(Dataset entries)
* * *

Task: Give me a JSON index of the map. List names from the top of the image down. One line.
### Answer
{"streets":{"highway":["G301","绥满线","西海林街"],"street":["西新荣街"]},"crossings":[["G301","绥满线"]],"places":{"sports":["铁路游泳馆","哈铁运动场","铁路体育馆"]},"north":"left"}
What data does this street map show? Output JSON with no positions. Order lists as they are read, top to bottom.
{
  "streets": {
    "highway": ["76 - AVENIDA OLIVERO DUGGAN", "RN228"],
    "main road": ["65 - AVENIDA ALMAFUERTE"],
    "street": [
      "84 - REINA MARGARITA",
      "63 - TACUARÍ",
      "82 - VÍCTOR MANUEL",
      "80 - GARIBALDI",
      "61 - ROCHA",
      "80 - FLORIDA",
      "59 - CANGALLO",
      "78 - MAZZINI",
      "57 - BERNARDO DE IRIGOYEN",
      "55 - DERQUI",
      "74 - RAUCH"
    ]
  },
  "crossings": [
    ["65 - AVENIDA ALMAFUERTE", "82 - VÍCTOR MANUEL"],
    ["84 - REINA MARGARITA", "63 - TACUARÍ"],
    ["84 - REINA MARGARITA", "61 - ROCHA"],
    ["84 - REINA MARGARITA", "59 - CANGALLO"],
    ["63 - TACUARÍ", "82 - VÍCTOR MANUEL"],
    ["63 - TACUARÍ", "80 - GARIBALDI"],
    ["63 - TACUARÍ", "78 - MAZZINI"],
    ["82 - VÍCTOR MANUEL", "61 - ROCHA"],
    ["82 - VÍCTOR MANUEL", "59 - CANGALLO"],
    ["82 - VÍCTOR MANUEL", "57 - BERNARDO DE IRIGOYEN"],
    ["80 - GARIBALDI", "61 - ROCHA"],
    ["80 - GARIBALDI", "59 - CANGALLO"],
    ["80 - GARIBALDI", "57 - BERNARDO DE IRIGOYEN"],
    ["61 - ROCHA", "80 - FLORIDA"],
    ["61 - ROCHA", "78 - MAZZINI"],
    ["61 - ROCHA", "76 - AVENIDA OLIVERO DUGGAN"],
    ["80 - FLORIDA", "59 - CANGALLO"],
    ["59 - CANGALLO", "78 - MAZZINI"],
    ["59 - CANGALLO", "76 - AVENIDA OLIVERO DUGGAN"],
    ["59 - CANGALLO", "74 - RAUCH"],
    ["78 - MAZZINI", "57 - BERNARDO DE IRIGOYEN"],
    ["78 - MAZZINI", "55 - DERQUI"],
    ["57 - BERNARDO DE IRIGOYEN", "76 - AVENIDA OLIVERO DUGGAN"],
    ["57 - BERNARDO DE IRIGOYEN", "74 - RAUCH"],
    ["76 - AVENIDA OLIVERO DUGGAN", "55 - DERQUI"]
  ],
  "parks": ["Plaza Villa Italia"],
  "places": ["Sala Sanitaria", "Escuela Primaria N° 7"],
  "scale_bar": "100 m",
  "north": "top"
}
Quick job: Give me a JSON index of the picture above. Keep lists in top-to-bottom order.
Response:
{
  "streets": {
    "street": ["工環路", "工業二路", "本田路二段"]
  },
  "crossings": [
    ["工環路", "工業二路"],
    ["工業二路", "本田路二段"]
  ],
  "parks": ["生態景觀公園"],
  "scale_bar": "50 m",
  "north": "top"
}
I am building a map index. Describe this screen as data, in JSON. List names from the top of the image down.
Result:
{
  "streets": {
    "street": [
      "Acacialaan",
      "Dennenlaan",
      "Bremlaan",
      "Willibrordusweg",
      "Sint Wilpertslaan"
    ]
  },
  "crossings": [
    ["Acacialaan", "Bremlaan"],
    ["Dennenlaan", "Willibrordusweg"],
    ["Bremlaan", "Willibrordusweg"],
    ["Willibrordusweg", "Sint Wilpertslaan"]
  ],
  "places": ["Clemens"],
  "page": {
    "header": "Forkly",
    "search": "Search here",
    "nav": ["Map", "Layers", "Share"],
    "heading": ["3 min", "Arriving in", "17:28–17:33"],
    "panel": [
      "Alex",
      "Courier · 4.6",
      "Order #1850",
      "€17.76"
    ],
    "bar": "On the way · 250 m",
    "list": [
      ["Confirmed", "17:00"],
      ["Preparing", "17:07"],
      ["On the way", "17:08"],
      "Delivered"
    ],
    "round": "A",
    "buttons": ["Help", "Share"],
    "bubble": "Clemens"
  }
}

* * *

Output the entries above exactly, please, with nothing dropped.

• Answer to the problem:
Task: Give me a JSON index of the map. List names from the top of the image down. One line.
### Answer
{"streets":{"highway":["G301","绥满线","西海林街"],"street":["西新荣街"]},"crossings":[["G301","绥满线"]],"places":{"sports":["铁路游泳馆","哈铁运动场","铁路体育馆"]},"north":"left"}
What data does this street map show? Output JSON with no positions. Order lists as they are read, top to bottom.
{
  "streets": {
    "highway": ["76 - AVENIDA OLIVERO DUGGAN", "RN228"],
    "main road": ["65 - AVENIDA ALMAFUERTE"],
    "street": [
      "84 - REINA MARGARITA",
      "63 - TACUARÍ",
      "82 - VÍCTOR MANUEL",
      "80 - GARIBALDI",
      "61 - ROCHA",
      "80 - FLORIDA",
      "59 - CANGALLO",
      "78 - MAZZINI",
      "57 - BERNARDO DE IRIGOYEN",
      "55 - DERQUI",
      "74 - RAUCH"
    ]
  },
  "crossings": [
    ["65 - AVENIDA ALMAFUERTE", "82 - VÍCTOR MANUEL"],
    ["84 - REINA MARGARITA", "63 - TACUARÍ"],
    ["84 - REINA MARGARITA", "61 - ROCHA"],
    ["84 - REINA MARGARITA", "59 - CANGALLO"],
    ["63 - TACUARÍ", "82 - VÍCTOR MANUEL"],
    ["63 - TACUARÍ", "80 - GARIBALDI"],
    ["63 - TACUARÍ", "78 - MAZZINI"],
    ["82 - VÍCTOR MANUEL", "61 - ROCHA"],
    ["82 - VÍCTOR MANUEL", "59 - CANGALLO"],
    ["82 - VÍCTOR MANUEL", "57 - BERNARDO DE IRIGOYEN"],
    ["80 - GARIBALDI", "61 - ROCHA"],
    ["80 - GARIBALDI", "59 - CANGALLO"],
    ["80 - GARIBALDI", "57 - BERNARDO DE IRIGOYEN"],
    ["61 - ROCHA", "80 - FLORIDA"],
    ["61 - ROCHA", "78 - MAZZINI"],
    ["61 - ROCHA", "76 - AVENIDA OLIVERO DUGGAN"],
    ["80 - FLORIDA", "59 - CANGALLO"],
    ["59 - CANGALLO", "78 - MAZZINI"],
    ["59 - CANGALLO", "76 - AVENIDA OLIVERO DUGGAN"],
    ["59 - CANGALLO", "74 - RAUCH"],
    ["78 - MAZZINI", "57 - BERNARDO DE IRIGOYEN"],
    ["78 - MAZZINI", "55 - DERQUI"],
    ["57 - BERNARDO DE IRIGOYEN", "76 - AVENIDA OLIVERO DUGGAN"],
    ["57 - BERNARDO DE IRIGOYEN", "74 - RAUCH"],
    ["76 - AVENIDA OLIVERO DUGGAN", "55 - DERQUI"]
  ],
  "parks": ["Plaza Villa Italia"],
  "places": ["Sala Sanitaria", "Escuela Primaria N° 7"],
  "scale_bar": "100 m",
  "north": "top"
}
Quick job: Give me a JSON index of the picture above. Keep lists in top-to-bottom order.
Response:
{
  "streets": {
    "street": ["工環路", "工業二路", "本田路二段"]
  },
  "crossings": [
    ["工環路", "工業二路"],
    ["工業二路", "本田路二段"]
  ],
  "parks": ["生態景觀公園"],
  "scale_bar": "50 m",
  "north": "top"
}
I am building a map index. Describe this screen as data, in JSON. List names from the top of the image down.
Result:
{
  "streets": {
    "street": [
      "Acacialaan",
      "Dennenlaan",
      "Bremlaan",
      "Willibrordusweg",
      "Sint Wilpertslaan"
    ]
  },
  "crossings": [
    ["Acacialaan", "Bremlaan"],
    ["Dennenlaan", "Willibrordusweg"],
    ["Bremlaan", "Willibrordusweg"],
    ["Willibrordusweg", "Sint Wilpertslaan"]
  ],
  "places": ["Clemens"],
  "page": {
    "header": "Forkly",
    "search": "Search here",
    "nav": ["Map", "Layers", "Share"],
    "heading": ["3 min", "Arriving in", "17:28–17:33"],
    "panel": [
      "Alex",
      "Courier · 4.6",
      "Order #1850",
      "€17.76"
    ],
    "bar": "On the way · 250 m",
    "list": [
      ["Confirmed", "17:00"],
      ["Preparing", "17:07"],
      ["On the way", "17:08"],
      "Delivered"
    ],
    "round": "A",
    "buttons": ["Help", "Share"],
    "bubble": "Clemens"
  }
}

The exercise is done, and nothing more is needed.